The small cargo and passenger steamship Per Brahe was built at Motala Verkstad and commissioned in June 1857. She had cost the client 90,000 riksdaler to build – nearly half a million euros in today’s money. She spent many years sailing Stockholm-Jönköping and Jönköping-Visingsö-Gränna. In 1914 the ship was purchased by Ångfartyg AB Göta Kanal.
Deep: 32 meters
Length: 35 meters
Width: 9.7 meters
Ship type: Cargo and passenger steamship
On 19 November 1918, Per Brahe was in Jönköping where she was loaded with sewing machines, iron stoves and other items. A huge number of barrels of fruit puree were stowed on deck. When the ship arrived in Gränna the same evening, additional cargo was taken on board.
In total, the steamer now had 34 tonnes in its cargo hold and 47 tonnes on deck, but the deck load was not properly lashed. Eight passengers were to board in Gränna, including the artist John Bauer, his wife Ester and their three-year-old son Bengt.
When Per Brahe departed Gränna at 23.00, she set course for Hästholmen harbour, where she was to arrive two hours later. When she did not arrive at the appointed time, it was believed in Hästholmen that she had remained in Gränna because of the bad weather.
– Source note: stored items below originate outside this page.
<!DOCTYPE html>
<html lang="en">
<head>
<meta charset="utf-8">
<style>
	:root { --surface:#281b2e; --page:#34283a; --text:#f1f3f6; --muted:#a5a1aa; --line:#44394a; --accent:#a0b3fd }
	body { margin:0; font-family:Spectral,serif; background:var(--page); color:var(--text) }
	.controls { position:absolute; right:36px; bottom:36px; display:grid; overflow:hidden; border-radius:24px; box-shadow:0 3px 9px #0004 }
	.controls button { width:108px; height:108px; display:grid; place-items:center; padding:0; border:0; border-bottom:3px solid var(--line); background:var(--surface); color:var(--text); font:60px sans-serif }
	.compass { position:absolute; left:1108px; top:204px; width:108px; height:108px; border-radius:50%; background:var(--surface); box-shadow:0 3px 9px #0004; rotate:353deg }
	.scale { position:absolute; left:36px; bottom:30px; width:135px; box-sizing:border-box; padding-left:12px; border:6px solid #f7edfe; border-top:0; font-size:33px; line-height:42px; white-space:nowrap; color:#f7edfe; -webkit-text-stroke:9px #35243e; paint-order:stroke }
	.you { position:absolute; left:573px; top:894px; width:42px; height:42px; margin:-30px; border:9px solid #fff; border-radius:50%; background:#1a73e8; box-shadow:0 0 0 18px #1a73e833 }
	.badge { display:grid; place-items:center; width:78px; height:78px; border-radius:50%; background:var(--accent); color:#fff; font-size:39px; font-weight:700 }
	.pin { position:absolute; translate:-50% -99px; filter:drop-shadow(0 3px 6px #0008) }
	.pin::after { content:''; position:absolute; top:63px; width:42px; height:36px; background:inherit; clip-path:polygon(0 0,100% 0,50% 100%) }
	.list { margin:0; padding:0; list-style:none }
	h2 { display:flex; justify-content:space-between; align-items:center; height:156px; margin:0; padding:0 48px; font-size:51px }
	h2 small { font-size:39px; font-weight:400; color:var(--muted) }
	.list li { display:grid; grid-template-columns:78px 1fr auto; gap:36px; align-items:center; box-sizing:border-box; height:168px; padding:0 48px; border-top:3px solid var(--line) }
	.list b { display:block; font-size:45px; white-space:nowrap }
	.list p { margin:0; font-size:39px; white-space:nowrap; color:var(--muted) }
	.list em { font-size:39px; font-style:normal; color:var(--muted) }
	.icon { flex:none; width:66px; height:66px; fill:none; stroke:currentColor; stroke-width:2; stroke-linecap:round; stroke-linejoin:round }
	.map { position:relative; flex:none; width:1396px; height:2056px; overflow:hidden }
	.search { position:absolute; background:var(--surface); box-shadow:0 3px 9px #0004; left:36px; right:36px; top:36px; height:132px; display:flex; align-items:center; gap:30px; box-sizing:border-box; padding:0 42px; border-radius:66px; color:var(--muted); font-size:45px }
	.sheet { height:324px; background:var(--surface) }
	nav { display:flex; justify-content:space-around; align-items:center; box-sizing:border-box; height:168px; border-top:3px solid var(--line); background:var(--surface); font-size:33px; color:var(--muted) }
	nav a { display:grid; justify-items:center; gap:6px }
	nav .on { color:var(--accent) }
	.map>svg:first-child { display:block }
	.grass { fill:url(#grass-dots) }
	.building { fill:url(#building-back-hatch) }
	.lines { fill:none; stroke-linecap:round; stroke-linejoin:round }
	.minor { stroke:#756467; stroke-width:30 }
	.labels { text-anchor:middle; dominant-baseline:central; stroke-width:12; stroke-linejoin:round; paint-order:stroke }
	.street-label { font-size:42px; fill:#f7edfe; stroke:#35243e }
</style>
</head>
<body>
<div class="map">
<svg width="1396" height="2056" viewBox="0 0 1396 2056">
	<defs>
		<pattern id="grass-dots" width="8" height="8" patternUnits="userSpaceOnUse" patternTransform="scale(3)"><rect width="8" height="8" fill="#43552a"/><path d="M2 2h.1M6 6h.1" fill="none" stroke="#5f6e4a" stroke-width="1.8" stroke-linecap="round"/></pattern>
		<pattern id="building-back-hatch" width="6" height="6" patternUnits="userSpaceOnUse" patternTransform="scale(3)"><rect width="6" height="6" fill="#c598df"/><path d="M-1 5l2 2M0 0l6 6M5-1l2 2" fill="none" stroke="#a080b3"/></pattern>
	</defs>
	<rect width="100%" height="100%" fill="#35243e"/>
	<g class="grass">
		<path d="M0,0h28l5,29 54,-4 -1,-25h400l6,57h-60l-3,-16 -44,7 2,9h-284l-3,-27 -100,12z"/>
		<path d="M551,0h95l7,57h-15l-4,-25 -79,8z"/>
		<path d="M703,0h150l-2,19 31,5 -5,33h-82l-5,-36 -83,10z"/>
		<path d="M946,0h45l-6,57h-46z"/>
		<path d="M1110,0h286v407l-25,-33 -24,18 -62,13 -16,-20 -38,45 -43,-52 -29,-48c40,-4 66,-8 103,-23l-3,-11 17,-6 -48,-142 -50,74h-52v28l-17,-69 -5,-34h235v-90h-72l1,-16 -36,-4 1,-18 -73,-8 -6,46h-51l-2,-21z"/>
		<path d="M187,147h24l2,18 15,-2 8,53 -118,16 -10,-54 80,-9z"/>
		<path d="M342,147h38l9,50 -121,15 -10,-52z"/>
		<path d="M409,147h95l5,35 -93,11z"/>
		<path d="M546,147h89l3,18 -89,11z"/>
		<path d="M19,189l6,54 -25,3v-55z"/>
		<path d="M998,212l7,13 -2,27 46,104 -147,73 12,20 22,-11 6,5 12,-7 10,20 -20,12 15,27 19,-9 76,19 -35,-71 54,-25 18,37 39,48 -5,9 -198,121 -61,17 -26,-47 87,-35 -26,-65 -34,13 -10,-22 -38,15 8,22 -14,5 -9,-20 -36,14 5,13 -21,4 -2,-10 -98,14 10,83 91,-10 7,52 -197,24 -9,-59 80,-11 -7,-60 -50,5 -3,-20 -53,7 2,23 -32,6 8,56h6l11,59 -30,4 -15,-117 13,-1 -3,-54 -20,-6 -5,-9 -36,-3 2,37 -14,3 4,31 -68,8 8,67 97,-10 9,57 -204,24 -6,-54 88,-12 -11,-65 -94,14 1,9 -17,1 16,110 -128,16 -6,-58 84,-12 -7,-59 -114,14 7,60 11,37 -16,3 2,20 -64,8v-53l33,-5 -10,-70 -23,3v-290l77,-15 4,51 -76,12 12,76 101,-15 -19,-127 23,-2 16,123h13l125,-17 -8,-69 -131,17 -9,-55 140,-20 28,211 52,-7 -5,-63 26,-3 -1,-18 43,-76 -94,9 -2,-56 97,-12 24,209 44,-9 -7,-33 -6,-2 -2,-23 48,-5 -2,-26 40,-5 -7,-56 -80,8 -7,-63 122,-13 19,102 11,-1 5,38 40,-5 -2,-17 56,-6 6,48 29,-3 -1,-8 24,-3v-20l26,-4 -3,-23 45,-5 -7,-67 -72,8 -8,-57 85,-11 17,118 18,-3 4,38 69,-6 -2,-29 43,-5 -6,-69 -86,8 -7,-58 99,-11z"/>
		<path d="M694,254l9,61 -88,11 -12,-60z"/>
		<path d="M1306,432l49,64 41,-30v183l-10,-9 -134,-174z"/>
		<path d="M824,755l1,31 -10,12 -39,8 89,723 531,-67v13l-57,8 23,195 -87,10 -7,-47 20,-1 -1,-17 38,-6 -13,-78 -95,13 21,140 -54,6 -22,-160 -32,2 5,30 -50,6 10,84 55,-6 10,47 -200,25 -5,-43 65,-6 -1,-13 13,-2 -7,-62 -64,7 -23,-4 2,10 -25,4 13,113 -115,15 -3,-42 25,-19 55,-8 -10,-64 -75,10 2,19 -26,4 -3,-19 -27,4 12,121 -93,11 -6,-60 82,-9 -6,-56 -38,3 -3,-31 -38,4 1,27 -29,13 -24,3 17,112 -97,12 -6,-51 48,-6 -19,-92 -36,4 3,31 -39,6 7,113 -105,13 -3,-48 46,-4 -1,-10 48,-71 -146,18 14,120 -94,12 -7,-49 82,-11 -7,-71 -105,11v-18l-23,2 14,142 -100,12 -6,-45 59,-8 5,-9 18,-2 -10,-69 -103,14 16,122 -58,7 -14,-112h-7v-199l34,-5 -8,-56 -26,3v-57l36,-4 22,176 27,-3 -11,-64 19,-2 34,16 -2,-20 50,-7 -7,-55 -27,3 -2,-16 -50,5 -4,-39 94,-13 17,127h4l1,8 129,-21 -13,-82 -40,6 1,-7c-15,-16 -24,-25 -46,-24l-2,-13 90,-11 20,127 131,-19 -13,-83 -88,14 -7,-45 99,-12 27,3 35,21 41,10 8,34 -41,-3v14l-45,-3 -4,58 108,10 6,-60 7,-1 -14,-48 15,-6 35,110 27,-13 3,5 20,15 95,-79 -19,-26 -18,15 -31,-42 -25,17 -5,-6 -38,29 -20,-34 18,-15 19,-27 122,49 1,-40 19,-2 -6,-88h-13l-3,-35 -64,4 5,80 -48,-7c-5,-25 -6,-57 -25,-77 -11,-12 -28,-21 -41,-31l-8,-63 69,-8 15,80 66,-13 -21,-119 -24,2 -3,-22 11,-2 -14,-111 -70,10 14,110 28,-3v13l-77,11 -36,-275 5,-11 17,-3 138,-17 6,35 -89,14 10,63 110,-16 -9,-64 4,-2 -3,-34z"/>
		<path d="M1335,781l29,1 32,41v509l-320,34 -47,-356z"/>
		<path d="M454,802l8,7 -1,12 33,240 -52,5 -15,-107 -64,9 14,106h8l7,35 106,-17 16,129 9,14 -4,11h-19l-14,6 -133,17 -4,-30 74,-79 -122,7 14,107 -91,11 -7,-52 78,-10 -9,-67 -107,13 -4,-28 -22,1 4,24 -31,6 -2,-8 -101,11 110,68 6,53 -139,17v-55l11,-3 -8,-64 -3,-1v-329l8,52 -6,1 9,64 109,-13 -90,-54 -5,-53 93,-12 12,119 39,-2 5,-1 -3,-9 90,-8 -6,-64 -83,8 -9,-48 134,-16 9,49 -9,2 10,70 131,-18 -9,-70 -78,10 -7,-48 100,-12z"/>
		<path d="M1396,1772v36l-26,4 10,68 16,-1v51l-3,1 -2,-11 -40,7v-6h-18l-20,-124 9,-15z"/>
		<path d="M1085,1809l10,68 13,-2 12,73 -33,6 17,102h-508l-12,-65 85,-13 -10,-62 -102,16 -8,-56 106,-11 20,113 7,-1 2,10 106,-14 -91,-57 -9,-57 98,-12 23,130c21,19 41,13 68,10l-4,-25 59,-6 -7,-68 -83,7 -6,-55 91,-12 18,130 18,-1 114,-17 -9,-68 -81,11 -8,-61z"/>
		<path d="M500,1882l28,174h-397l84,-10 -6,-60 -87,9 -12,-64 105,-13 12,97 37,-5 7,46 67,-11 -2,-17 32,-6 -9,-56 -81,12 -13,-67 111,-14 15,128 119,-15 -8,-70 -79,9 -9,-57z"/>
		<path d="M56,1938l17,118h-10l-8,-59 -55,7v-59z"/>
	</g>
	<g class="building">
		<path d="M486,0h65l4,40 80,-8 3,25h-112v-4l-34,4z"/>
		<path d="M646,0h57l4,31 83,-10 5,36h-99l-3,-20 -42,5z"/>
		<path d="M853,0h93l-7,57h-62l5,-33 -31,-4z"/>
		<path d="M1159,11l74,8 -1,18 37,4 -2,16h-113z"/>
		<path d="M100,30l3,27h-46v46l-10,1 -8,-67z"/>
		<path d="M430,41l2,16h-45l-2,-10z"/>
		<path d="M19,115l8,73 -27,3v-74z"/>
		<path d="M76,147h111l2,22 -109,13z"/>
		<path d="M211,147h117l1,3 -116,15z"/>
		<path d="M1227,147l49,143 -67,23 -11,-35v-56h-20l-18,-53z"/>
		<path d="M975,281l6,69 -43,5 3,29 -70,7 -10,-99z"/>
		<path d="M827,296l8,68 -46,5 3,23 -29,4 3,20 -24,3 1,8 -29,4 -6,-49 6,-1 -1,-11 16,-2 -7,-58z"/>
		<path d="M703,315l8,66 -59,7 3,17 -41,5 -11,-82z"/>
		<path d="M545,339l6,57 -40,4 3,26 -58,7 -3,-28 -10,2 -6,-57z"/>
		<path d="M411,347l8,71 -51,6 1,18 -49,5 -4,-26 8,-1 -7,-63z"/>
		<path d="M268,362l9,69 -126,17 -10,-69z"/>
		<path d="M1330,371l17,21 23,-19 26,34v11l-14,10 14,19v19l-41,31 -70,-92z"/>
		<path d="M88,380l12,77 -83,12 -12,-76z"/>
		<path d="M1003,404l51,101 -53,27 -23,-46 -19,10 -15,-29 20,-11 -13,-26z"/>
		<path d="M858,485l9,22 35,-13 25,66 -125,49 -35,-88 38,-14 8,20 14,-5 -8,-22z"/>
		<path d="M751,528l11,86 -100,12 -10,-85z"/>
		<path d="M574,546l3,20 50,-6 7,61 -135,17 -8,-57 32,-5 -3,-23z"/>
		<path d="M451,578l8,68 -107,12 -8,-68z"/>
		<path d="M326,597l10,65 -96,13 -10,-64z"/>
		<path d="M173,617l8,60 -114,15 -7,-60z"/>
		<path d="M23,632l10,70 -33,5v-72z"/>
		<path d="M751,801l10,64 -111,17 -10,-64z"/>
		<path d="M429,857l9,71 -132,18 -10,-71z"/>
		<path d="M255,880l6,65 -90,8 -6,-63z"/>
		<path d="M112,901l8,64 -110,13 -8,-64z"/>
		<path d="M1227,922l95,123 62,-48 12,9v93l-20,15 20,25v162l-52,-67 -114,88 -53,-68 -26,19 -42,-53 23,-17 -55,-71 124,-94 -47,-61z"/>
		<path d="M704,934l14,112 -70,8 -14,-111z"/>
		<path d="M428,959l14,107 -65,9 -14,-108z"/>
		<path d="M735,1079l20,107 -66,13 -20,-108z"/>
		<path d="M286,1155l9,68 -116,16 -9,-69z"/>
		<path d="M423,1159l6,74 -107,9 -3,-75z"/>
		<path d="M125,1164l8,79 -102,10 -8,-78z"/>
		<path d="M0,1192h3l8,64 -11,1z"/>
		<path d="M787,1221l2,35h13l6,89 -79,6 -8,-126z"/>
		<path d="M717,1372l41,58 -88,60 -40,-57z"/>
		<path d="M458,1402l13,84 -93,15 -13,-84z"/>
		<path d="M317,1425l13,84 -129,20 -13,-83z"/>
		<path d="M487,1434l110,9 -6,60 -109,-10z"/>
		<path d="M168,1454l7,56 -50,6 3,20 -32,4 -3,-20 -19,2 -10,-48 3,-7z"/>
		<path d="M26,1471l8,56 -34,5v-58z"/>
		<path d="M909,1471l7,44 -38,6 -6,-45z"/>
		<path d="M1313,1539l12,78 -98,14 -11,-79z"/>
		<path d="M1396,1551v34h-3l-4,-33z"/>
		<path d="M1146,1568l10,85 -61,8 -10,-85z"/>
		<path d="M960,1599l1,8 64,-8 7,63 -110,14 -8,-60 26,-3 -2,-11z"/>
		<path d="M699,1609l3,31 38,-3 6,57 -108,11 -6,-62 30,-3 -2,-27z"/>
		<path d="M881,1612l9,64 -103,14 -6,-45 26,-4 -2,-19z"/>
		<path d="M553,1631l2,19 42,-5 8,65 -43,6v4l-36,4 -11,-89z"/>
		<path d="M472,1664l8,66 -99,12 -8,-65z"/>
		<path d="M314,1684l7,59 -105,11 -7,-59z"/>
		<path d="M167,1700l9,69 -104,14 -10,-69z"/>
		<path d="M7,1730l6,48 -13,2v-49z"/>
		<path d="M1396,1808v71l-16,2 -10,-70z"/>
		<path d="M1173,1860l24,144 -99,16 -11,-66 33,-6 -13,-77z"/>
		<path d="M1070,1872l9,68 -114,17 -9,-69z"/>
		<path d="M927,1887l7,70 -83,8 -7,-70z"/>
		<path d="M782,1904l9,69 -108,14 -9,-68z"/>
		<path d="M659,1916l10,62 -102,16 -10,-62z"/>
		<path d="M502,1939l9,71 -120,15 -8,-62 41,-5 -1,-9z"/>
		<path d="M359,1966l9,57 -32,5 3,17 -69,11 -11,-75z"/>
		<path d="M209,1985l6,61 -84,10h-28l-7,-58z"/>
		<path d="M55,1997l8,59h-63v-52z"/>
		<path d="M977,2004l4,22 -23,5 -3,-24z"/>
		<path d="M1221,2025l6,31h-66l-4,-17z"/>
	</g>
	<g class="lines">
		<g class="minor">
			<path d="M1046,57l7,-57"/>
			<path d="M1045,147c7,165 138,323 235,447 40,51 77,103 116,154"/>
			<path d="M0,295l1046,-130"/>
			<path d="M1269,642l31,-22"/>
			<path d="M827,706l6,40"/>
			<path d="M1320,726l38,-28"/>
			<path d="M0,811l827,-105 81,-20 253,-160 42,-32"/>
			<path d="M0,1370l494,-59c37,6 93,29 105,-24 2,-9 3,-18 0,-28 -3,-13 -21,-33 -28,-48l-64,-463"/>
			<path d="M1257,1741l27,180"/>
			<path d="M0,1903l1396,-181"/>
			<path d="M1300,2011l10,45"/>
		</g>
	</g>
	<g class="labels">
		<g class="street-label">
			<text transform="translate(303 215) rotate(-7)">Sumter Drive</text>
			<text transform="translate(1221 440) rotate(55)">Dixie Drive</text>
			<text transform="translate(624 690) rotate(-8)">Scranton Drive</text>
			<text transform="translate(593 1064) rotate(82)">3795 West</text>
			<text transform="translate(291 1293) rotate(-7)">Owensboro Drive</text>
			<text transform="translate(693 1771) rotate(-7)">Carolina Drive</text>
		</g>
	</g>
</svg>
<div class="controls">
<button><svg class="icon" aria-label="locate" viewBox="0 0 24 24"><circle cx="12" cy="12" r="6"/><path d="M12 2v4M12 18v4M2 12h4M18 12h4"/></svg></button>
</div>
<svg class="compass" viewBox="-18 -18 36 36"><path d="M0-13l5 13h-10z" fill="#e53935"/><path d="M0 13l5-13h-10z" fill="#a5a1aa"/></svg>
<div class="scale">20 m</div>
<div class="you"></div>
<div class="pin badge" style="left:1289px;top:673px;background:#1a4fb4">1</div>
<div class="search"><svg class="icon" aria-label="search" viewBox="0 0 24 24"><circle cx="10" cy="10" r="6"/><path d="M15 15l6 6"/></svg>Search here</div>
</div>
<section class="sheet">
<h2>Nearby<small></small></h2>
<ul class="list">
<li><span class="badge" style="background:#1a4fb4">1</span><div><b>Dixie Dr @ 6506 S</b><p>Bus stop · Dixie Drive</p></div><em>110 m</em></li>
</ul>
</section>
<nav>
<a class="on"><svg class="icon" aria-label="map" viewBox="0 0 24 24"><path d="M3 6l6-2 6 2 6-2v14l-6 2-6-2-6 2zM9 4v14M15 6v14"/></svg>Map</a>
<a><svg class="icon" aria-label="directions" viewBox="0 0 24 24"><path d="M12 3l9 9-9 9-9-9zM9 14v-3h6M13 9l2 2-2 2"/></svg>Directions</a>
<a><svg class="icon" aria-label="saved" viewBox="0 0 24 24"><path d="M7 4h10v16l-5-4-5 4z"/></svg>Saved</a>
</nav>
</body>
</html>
The next day a wide array of objects from the wreckage was found in the waters outside Hästholmen harbour, and people began to suspect that a serious accident had occurred. At the subsequent naval inquiry, the shipping company was completely acquitted of guilt, even though it was known that the Göta Canal ships were under pressure to meet tight timetables and took more cargo on board than they were built for.
The shipwreck was uncovered during dredging in November of that year, with divers discovering that it was on its right keel at a depth of 32 metres. In July 1922, the ship was salvaged. Divers had previously recovered the bodies found in and around the wreckage.
After repairs, the ship was put back into service under the name Östergyllen. After a series of changes in ownership and names, she finally ended up in Finland, under the name Åland II, where she was scrapped in 1959.